Think about this for a moment. Why do some people suffer from Original Sin and others do not? Is it ignorance on the part of the billion plus people who do not suffer, or conditioning on the part of the billion plus that do? Why do Jews and Muslims think God is displeased if they eat pork? Is this because they know God’s dietary predilections, or simply the product of thousands of years of enforced conditioning? Why do Tibetan Buddhists think there is merit in spinning a prayer wheel? Why do Hindus offer flowers and fruit to Ganesha, the elephant-headed God? Yes, devotees can invent sophisticated reasons to make these actions meaningful, but these are mere glosses. With or without a good reason you had best do the action because if you don’t something bad is going to happen to you or those you love. Religion is at root magic, but it could be so much more.

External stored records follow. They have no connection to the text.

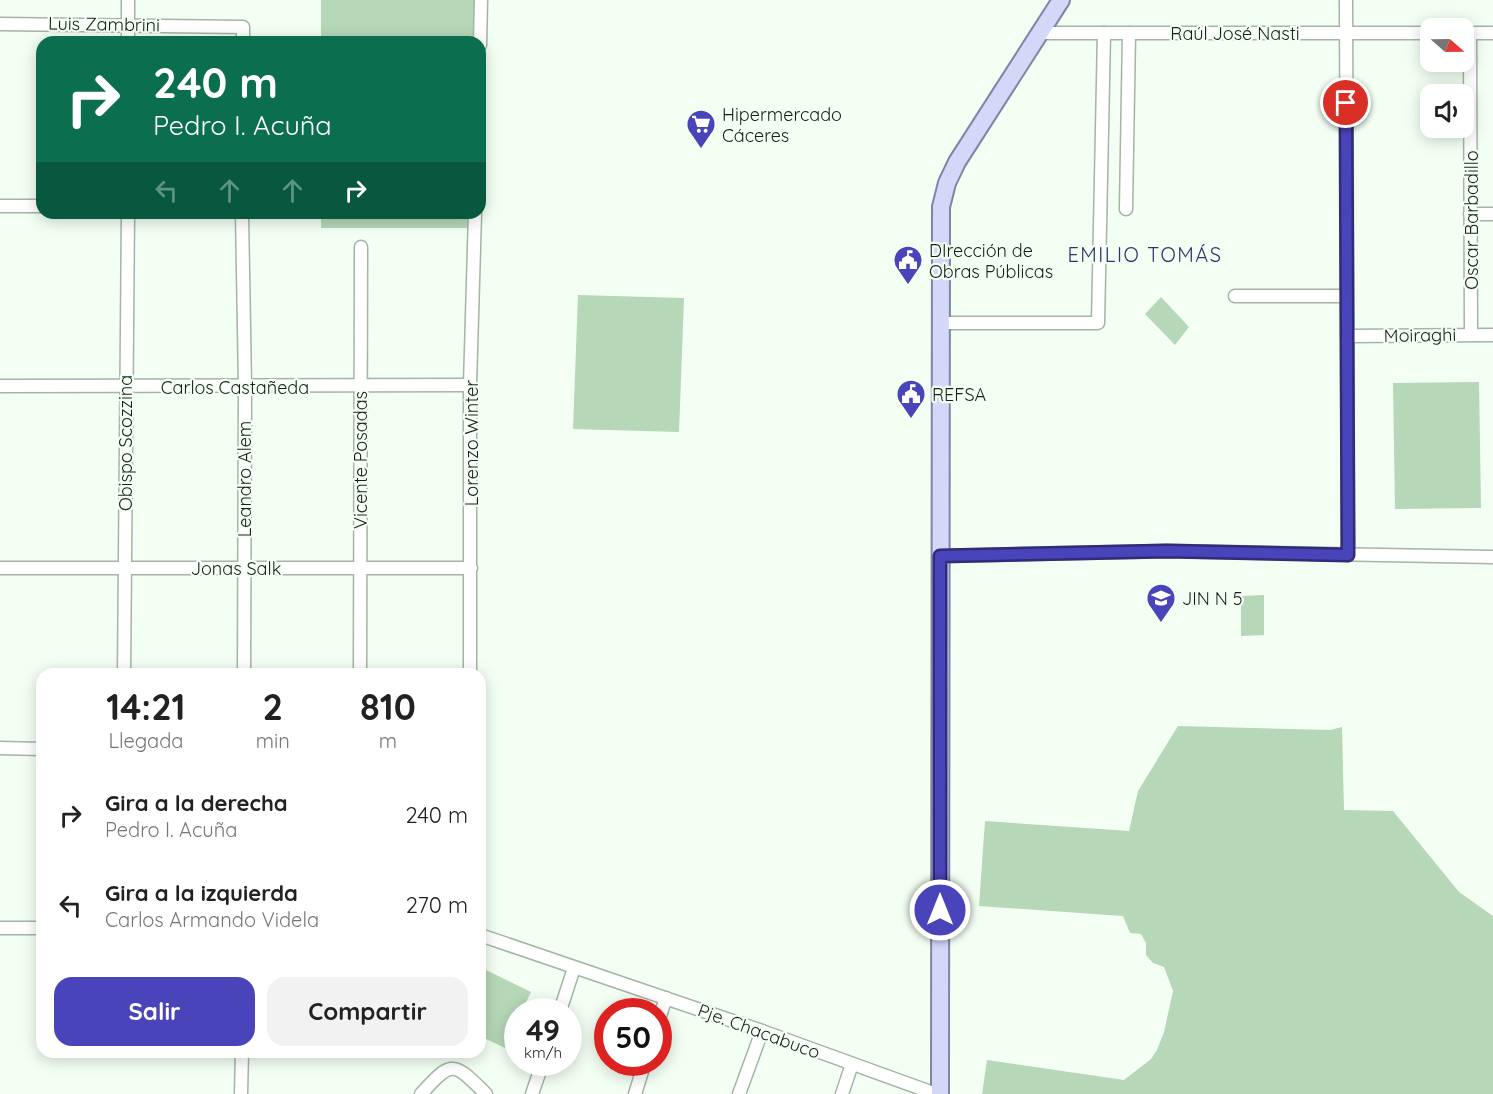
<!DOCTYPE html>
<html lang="es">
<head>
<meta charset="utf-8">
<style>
  body { margin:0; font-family:Quicksand,sans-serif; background:#f2f2f2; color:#222; height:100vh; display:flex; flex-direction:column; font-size:22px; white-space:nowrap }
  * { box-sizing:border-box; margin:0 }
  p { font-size:20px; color:#767676 }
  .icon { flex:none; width:33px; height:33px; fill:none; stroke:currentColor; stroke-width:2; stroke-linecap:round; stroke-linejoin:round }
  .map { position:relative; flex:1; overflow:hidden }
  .sheet { position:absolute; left:36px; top:668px; width:450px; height:390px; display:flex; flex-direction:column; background:#fff; border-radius:18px; box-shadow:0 3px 15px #0003 }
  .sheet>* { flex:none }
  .banner { position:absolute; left:36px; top:36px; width:450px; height:183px; border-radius:18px; box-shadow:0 3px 15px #0003; background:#0b6e4f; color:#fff; overflow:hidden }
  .needle { width:39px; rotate:110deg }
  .controls { position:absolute; left:1420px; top:18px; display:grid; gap:12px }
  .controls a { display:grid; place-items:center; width:54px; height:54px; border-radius:12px; background:#fff; box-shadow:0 3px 15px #0003; font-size:30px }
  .speed { position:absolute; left:504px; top:998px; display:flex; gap:12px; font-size:30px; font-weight:700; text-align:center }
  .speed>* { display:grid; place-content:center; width:78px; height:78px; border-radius:50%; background:#fff; box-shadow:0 3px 15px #0003; line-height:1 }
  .speed small { font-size:15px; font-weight:400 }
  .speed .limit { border:9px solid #d22; background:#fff; color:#111 }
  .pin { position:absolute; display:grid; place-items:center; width:51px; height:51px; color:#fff; margin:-26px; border:3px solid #fff; border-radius:50%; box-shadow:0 2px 6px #0007 }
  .me { position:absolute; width:66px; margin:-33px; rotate:0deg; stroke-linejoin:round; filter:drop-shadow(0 0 4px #0008) }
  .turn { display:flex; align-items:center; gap:21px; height:126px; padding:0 18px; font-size:27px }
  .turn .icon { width:78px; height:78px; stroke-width:2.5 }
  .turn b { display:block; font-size:42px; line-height:51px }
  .lanes { display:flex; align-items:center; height:57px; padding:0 18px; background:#0003; justify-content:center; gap:30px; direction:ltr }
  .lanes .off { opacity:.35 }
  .eta { display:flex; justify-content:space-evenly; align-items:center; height:102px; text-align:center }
  .eta b { font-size:36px; font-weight:700; line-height:42px }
  .primary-button { display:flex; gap:12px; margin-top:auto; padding:12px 18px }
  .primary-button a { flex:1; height:69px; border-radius:18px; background:#4a44ba; color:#fff; font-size:24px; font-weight:700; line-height:69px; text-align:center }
  .primary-button a+a { background:#f2f2f2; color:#222 }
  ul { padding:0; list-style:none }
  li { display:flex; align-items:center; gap:18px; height:90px; padding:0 18px }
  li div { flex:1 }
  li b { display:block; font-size:22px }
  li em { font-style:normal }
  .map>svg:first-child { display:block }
</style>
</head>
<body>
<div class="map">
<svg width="1493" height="1094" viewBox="0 0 1493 1094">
  <rect width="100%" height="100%" fill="#f3fff3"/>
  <g fill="#b6d7b8">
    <rect x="321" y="0" width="153" height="42"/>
    <polygon points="321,213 473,213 472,228 321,228"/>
    <polygon points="578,295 684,298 679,432 573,429"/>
    <polygon points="1161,297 1189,327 1175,345 1145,314"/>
    <polygon points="1479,382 1481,508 1395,509 1393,383"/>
    <polygon points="1264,595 1264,635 1241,636 1241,596"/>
    <polygon points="1178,726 1330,730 1342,727 1344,810 1393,811 1459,892 1493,916 1493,1094 982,1094 987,1060 1124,1080 1151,1059 1157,1050 1164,1032 1173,991 1164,967 1153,963 1146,955 1146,943 1141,934 1130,933 1123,916 979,906 985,821 1129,831 1138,791"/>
    <polygon points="480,967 531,992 522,1011 518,1011 517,1020 505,1048 480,1036"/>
  </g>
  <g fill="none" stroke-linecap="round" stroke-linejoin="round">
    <g stroke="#a5b4a6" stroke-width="15">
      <g id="minor">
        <polyline points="1346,0 1348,555"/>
        <polyline points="0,24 243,27 243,42"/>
        <polyline points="1039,33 1431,33"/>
        <polyline points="1464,33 1493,33"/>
        <polyline points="1470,33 1471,334"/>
        <polyline points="128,42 128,0"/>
        <polyline points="480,45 481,0"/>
        <polyline points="0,206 42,206"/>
        <polyline points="1126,209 1129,33"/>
        <polyline points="242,213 245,387 244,674"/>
        <polyline points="1470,214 1493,214"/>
        <polyline points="1235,296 1346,296"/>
        <polyline points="941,323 1098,323 1104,33"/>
        <polyline points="1347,336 1493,335"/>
        <polyline points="0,386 470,385"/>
        <polyline points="940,556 1167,551 1493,557"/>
        <polyline points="0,568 471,568"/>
        <polyline points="124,674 128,213"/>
        <polyline points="360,674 361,247"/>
        <polyline points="470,674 470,385 475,213"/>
        <polyline points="0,748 42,749"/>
        <polyline points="0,928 42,928"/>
        <polyline points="480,935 762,1031 936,1094"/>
        <polyline points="560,1011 574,968"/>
        <polyline points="658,1022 666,998"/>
        <polyline points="241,1094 242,1052"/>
        <path d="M421 1094C452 1060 453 1061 486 1094"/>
        <polyline points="532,1094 543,1062"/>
        <polyline points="635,1094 645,1062"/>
        <polyline points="739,1094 762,1031"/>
        <polyline points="842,1094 852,1064"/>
      </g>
    </g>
    <g stroke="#7e85a7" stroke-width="20">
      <polyline id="major" points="940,1094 941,207 947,183 957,162 1061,0"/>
    </g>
    <use href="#minor" stroke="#fff" stroke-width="12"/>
    <use href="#major" stroke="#d3d7f8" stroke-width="16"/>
  </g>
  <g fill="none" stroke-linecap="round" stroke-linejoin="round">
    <g stroke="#302c79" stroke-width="15">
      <polyline id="route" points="940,910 940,556 1167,551 1348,555 1346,103"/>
    </g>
    <use href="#route" stroke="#4a44ba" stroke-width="10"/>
  </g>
  <defs>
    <g id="supermarket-pin" transform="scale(1.5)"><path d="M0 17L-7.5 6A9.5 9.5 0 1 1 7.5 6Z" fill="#4a44ba" stroke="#f3fff3"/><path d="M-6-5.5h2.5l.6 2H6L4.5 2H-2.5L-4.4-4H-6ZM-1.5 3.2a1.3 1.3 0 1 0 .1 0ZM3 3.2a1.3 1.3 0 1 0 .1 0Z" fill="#fff"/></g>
    <g id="civic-pin" transform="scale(1.5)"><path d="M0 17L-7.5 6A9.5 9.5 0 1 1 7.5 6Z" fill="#4a44ba" stroke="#f3fff3"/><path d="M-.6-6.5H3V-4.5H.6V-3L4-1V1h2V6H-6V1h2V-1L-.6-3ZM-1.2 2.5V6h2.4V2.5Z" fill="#fff"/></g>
    <g id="school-pin" transform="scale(1.5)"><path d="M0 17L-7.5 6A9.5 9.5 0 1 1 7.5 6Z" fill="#4a44ba" stroke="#f3fff3"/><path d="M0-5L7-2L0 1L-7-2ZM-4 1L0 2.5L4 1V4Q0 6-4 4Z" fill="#fff"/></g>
  </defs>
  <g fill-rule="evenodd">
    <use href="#supermarket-pin" x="701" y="124"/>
    <use href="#civic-pin" x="908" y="260"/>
    <use href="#civic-pin" x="911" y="394"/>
    <use href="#school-pin" x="1161" y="598"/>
  </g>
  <g text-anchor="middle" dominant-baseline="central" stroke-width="4.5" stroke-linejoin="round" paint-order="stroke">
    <g font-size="18" fill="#191e19" stroke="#f3fff3">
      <text transform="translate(104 24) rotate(1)">Luis Zambrini</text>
      <text x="1235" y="33">Raúl José Nasti</text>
      <text transform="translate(1471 220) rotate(-90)">Oscar Barbadillo</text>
      <text transform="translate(1420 335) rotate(-1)">Moiraghi</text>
      <text x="235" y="387">Carlos Castañeda</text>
      <text transform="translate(125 443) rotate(-90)">Obispo Scozzina</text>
      <text transform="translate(471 443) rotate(-90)">Lorenzo Winter</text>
      <text transform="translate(360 460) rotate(-90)">Vicente Posadas</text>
      <text transform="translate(244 479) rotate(-90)">Leandro Alem</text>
      <text x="236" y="568">Jonas Salk</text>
      <text transform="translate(759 1031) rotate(20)">Pje. Chacabuco</text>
    </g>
    <g font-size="18" fill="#191e19" stroke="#f3fff3" text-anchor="start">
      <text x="722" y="114">Hipermercado<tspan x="722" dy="21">Cáceres</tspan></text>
      <text x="929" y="250">DIrección de<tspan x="929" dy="21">Obras Públicas</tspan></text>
      <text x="932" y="394">REFSA</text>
      <text x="1182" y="598">JIN N 5</text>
    </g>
    <g font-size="20" letter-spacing="1.5" fill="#31326d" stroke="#f3fff3">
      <text x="1145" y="254">EMILIO TOMÁS</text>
    </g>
  </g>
</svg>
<div class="controls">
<a><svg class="needle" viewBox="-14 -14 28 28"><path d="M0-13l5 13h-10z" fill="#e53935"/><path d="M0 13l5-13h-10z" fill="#767676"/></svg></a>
<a><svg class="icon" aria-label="sound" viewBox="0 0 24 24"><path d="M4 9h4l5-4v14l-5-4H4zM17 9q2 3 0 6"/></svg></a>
</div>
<div class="speed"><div>49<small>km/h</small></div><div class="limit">50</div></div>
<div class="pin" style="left:1346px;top:103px;background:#d93025"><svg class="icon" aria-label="arrive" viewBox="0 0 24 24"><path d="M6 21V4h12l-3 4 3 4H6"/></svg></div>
<svg class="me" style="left:940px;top:910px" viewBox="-20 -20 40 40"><circle r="17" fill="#4a44ba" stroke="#fff" stroke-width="3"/><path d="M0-11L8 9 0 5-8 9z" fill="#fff"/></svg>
<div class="banner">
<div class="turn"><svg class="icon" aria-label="right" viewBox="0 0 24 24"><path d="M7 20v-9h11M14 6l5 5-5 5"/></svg><div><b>240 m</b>Pedro I. Acuña</div></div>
<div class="lanes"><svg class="icon off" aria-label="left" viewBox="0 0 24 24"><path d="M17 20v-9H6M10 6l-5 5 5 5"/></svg><svg class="icon off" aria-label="ahead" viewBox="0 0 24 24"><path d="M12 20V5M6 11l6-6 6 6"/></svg><svg class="icon off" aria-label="ahead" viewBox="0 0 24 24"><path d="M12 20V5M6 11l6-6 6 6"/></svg><svg class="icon" aria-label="right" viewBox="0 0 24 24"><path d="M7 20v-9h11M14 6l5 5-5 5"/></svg></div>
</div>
<section class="sheet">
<div class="eta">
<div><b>14:21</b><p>Llegada</p></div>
<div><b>2</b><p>min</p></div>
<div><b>810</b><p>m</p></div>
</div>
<ul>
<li><svg class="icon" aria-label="right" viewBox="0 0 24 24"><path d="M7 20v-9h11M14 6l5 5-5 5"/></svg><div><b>Gira a la derecha</b><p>Pedro I. Acuña</p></div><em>240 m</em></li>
<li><svg class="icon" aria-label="left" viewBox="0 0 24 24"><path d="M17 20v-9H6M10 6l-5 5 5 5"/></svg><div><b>Gira a la izquierda</b><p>Carlos Armando Videla</p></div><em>270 m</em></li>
</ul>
<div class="primary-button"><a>Salir</a><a>Compartir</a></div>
</section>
</div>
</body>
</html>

Religion could be a laboratory for investigating meaning, and realms of consciousness that materialist science refuses to consider. It could be a school for timeless ethical teachings freed from time–bound bias and bigotry. It could be a community where people support one another in times of pain and celebrate with one another in times of joy without blaming or theological clucking of tongues.
Religion is all this to some extent, but it is hampered by fear and conditioning. I don’t want to do away with religion I want to do away with fear and conditioning. I don’t want to do away with God I want to do away with theology. I don’t want to do away with clergy I want to do away with exploitation of the laity. And when there is no fear, no conditioning, no theology, and no exploitation there is a chance that you and I might peer directly into Reality as it is—and that is religion at its best.